Actually, I just want to understand first sentence of Here. It says that
Let $X$ be the $\mathbb{CP}_{1}$ with $n$ points deleted. Let $n \geq 3$. If I understand correctly, the universal covering of $X$ is isomorphic to the upper half plane as a complex analytic space.
And the answer is related to Fuchsian group, but I still do not find a introductory paper about that. Could you explain this statement, or just give some reference about why Fuchsian group is related to universal covering of $X$?
First, you need to know the Uniformization Theorem:
Theorem. Every simply-connected Riemann surface $X$ is biholomorphic to a model surface which is either $S^2$ or ${\mathbb C}$ of the hyperbolic plane $H^2$ (the upper half-plane if you like).

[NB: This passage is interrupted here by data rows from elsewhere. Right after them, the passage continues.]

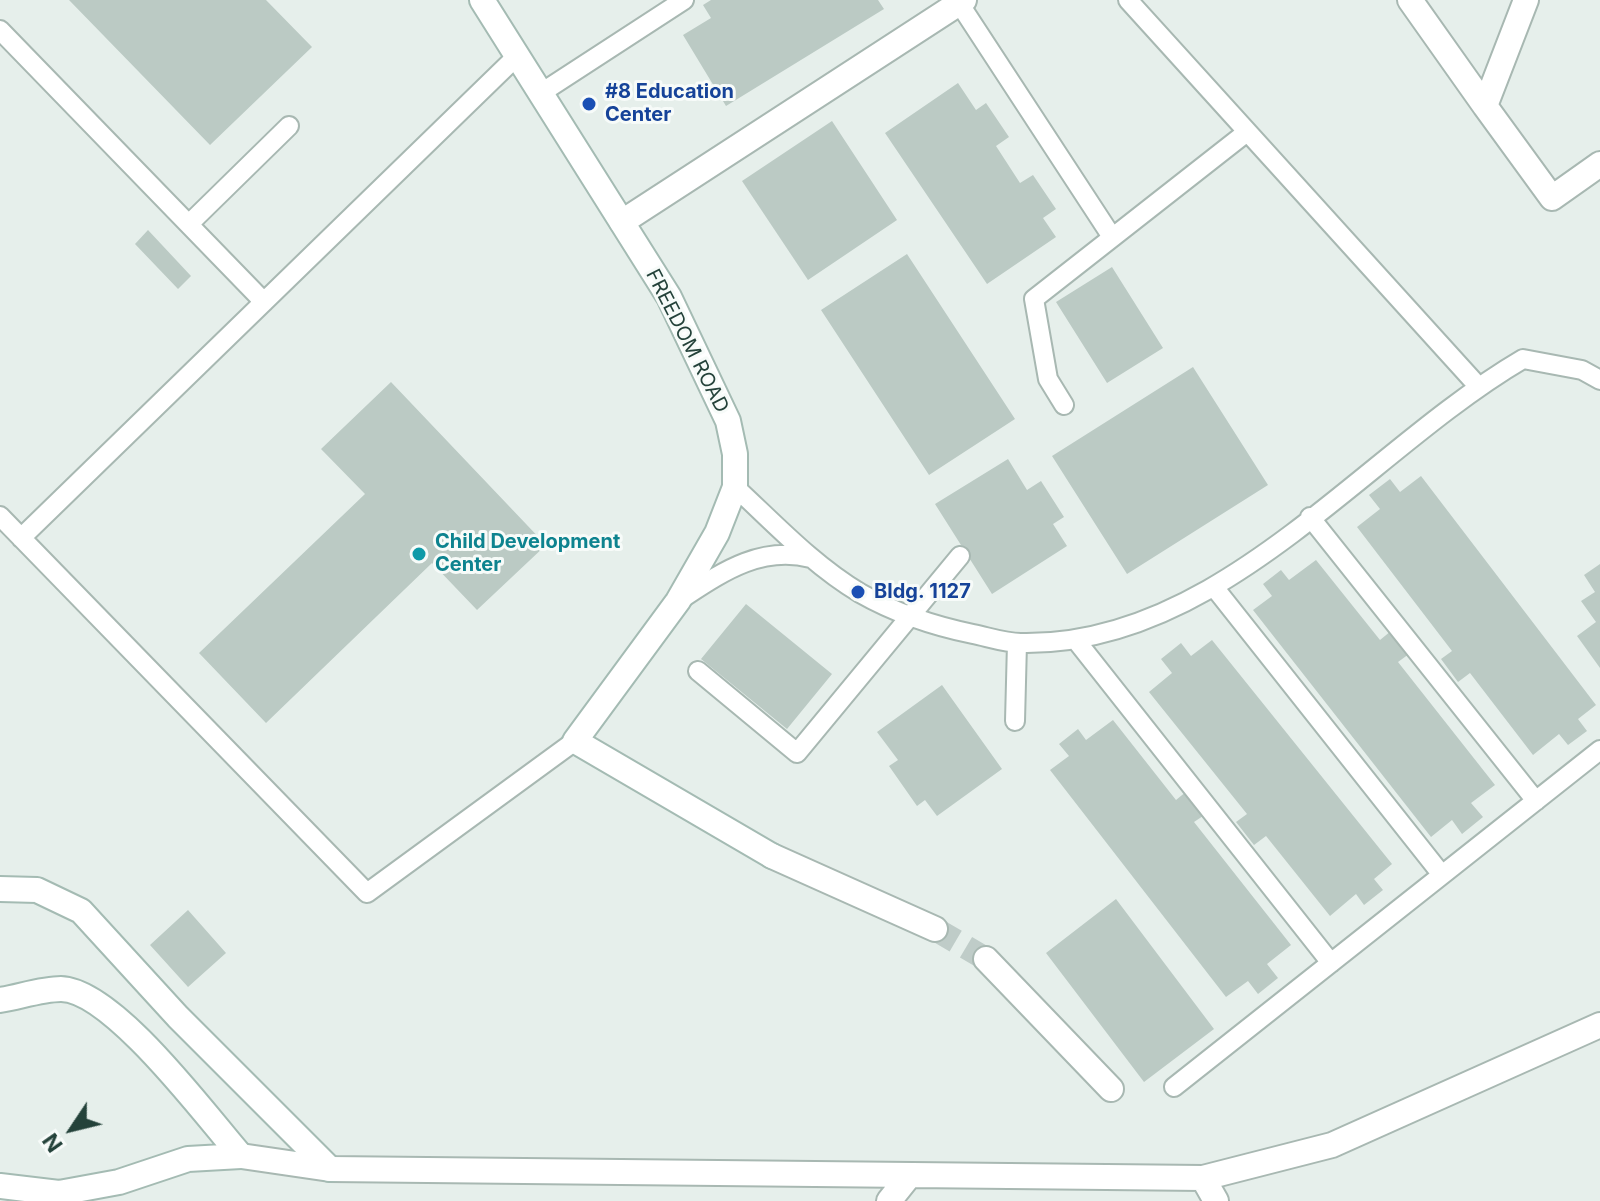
<!DOCTYPE html>
<html>
<head>
<meta charset="utf-8">
<style>
  body { margin:0 }
  #map { position:relative; width:1600px; height:1201px; overflow:hidden; background:#e6efeb; font-family:Inter,sans-serif }
  canvas { display:block }
  .north { position:absolute; left:32px; top:1089px; width:80px; height:80px; -webkit-text-stroke:6px #f7fbf9; paint-order:stroke; rotate:235deg; font-size:22px; font-weight:700; line-height:32px; text-align:center; color:#24423a }
  .north::after { content:''; display:block; margin:auto; width:28px; height:36px; background:#24423a; clip-path:polygon(50% 0,100% 100%,50% 72%,0 100%) }
</style>
</head>
<body>
<div id="map">
<canvas width="1600" height="1201"></canvas>
<div class="north">N</div>
</div>
<script>
const context = document.querySelector('canvas').getContext('2d');
context.lineJoin = 'round';
function fillPath(path, color) {
  context.fillStyle = color;
  context.fill(path, 'evenodd');
}
function strokePath(path, color, width, dash) {
  context.strokeStyle = color;
  context.lineWidth = width;
  context.lineCap = dash ? 'butt' : 'round';
  context.setLineDash(dash || []);
  context.stroke(path);
}
function write(font, color, halo, rows, align = 'center') {
  context.font = font + ' Inter,sans-serif';
  context.lineWidth = 6;
  context.setLineDash([]);
  context.textBaseline = 'middle';
  context.strokeStyle = halo;
  context.fillStyle = color;
  for (const [text, x, y, turn = 0] of rows) {
    context.save();
    context.translate(x, y);
    context.rotate((+turn || 0) * Math.PI / 180);
    context.textAlign = isNaN(turn) ? turn : align;
    if (halo) context.strokeText(text, 0, 0);
    context.fillText(text, 0, 0);
    context.restore();
  }
}
const building = new Path2D(`
  M 69,0 L 266,0 L 312,47 L 210,145 Z
  M 711,0 L 878,0 L 884,9 L 726,106 L 683,35 L 711,18 L 703,5 Z
  M 958,83 L 976,110 L 986,103 L 1009,137 L 996,146 L 1020,183 L 1033,175 L 1056,209 L 1043,218 L 1056,237 L 987,284 L 885,133 Z
  M 832,121 L 897,220 L 808,280 L 742,181 Z
  M 148,230 L 191,276 L 178,289 L 135,244 Z
  M 907,254 L 1015,419 L 929,475 L 821,310 Z
  M 1112,267 L 1163,348 L 1107,383 L 1056,302 Z
  M 1193,367 L 1268,485 L 1127,574 L 1052,456 Z
  M 391,382 L 546,545 L 477,610 L 432,563 L 266,723 L 199,653 L 365,494 L 321,449 Z
  M 1008,459 L 1027,490 L 1041,481 L 1064,517 L 1053,524 L 1067,546 L 992,594 L 935,504 Z
  M 1421,476 L 1596,705 L 1578,719 L 1587,731 L 1568,745 L 1559,734 L 1533,755 L 1470,673 L 1458,682 L 1441,659 L 1452,651 L 1357,527 L 1380,509 L 1369,495 L 1390,479 L 1400,492 Z
  M 1316,560 L 1380,640 L 1391,631 L 1409,654 L 1398,662 L 1495,785 L 1471,803 L 1483,817 L 1462,834 L 1452,820 L 1431,837 L 1253,610 L 1272,596 L 1263,584 L 1281,570 L 1289,580 Z
  M 1600,564 L 1600,668 L 1577,636 L 1596,622 L 1581,601 L 1595,592 L 1584,575 Z
  M 746,604 L 832,674 L 787,729 L 701,659 Z
  M 1212,640 L 1392,864 L 1374,879 L 1383,890 L 1364,905 L 1356,894 L 1330,916 L 1266,836 L 1254,845 L 1236,822 L 1247,814 L 1149,692 L 1172,673 L 1161,659 L 1181,643 L 1191,656 Z
  M 942,685 L 1002,769 L 937,816 L 925,800 L 917,806 L 889,766 L 898,760 L 877,732 Z
  M 1113,720 L 1176,800 L 1187,791 L 1206,814 L 1194,822 L 1291,945 L 1267,964 L 1278,978 L 1258,994 L 1248,981 L 1226,997 L 1050,770 L 1069,756 L 1059,744 L 1078,729 L 1086,740 Z
  M 1116,899 L 1214,1029 L 1144,1082 L 1046,953 Z
  M 188,910 L 226,953 L 188,987 L 150,945 Z`);
const streetTunnel = new Path2D(`
  M 935,929 L 986,959`);
const lane = new Path2D(`
  M 1128,0 L 1478,386
  M 959,3 L 1112,237
  M 0,30 L 264,302
  M 541,93 L 684,0
  M 189,224 L 289,126
  M 1064,405 L 1048,379 L 1034,299 L 1247,132
  M 735,487 C 774,523 813,565 860,593 C 895,613 934,626 973,634 C 988,637 1005,643 1021,643 C 1220,647 1364,452 1523,359 L 1582,370 L 1600,380
  M 0,516 L 367,893 L 575,741
  M 1310,517 L 1536,801
  M 21,538 L 517,56
  M 1214,587 L 1442,875
  M 681,599 C 721,573 760,545 811,558
  M 1075,639 L 1331,963
  M 698,671 L 797,753 L 960,556
  M 1015,721 L 1017,643
  M 1174,1087 L 1600,750`);
const street = new Path2D(`
  M 1410,0 L 1485,106 L 1526,0
  M 1485,106 L 1552,198 L 1600,164
  M 622,222 L 964,0
  M 772,856 L 935,929
  M 986,959 L 1111,1089
  M 241,1156 L 330,1169 L 1203,1178 L 1332,1145 L 1600,1025
  M 1203,1178 L 1216,1201
  M 889,1201 L 909,1176`);
const secondary = new Path2D(`
  M 482,0 L 669,297 L 728,421 L 735,454 L 735,487 L 717,533 L 678,601 L 575,741 L 772,856
  M 0,889 L 37,890 L 81,911 L 178,1017 L 330,1169
  M 0,1000 C 19,997 42,989 61,989 C 113,990 206,1116 241,1156
  M 0,1186 L 59,1193 L 119,1182 L 188,1159 L 241,1156`);
const markers = [
  [589,104,8,"#1a4fb4"],
  [419,554,8,"#0f9aa8"],
  [858,592,8,"#1a4fb4"]
];
const transitNames = [
  ["#8 Education",605,92],
  ["Center",605,115],
  ["Bldg. 1127",874,592]
];
const streetNames = [
  ["FREEDOM ROAD",687,341,63]
];
const cultureNames = [
  ["Child Development",435,542],
  ["Center",435,565]
];
fillPath(building, '#bbcac4');
strokePath(streetTunnel, '#bfccc8', 24, [24, 12]);
strokePath(lane, '#a8b8b2', 22);
strokePath(street, '#a8b8b2', 28);
strokePath(secondary, '#a4bbb3', 28);
strokePath(lane, '#fff', 18);
strokePath(street, '#fff', 24);
strokePath(secondary, '#fff', 24);
for (const [x, y, r, color] of markers) {
  const dot = new Path2D();
  dot.arc(x, y, r, 0, 2 * Math.PI);
  context.fillStyle = color;
  context.fill(dot);
  strokePath(dot, '#f7fbf9', 3);
}
write('bold 20px', '#164399', '#f7fbf9', transitNames, 'left');
write('20px', '#24423a', '#f7fbf9', streetNames);
write('bold 20px', '#0d838f', '#f7fbf9', cultureNames, 'left');
</script>
</body>
</html>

Depending on which of the three models occur, one calls $X$ spherical, euclidean or hyperbolic. (Sadly, this terminology is inconsistent with the AG terminology, where "elliptic" means "euclidean" while "rational" means "spherical" and "general type" is "hyperbolic".) The same applies to (connected) surfaces $Y$ which are covered by $X$: Such a surface is biholomorphic to the quotient of a model surface by a discrete group $G$, of biholomorphic automorphisms, $G\cong \pi_1(Y)$, acting freely (without fixed points) on $X$. Now, the question becomes which groups $G$ can act in such a way on the model surfaces. The group $Aut({\mathbb C})$ of conformal automorphisms of ${\mathbb C}$ consists of complex affine transformations $$ z\mapsto az+b. $$ (One usually proves this in an undergraduate CA class.) Since $G<Aut({\mathbb C})$ is supposed to act freely, it follows that $a=1$ for all elements of $G$. Thus, $G$ is free abelian of rank $\le 2$. This implies that all surfaces of euclidean type have abelian fundamental group. Since $\pi_1$ of $n$ times punctured sphere is free of rank $n-1$, if $n\ge 3$ then this group is nonabelian, hence, the surface cannot have parabolic type. It obviously cannot have elliptic type. Thus, we conclude that such a surface is the quotient of the hyperbolic plane by a group of automorphisms (hyperbolic isometric) acting properly discontinuously and freely. The same argument shows that every connected RS of euclidean type is either $T^2$ (aka an "ellipic curve"), or is conformal to ${\mathbb C}^\times$ or to ${\mathbb C}$.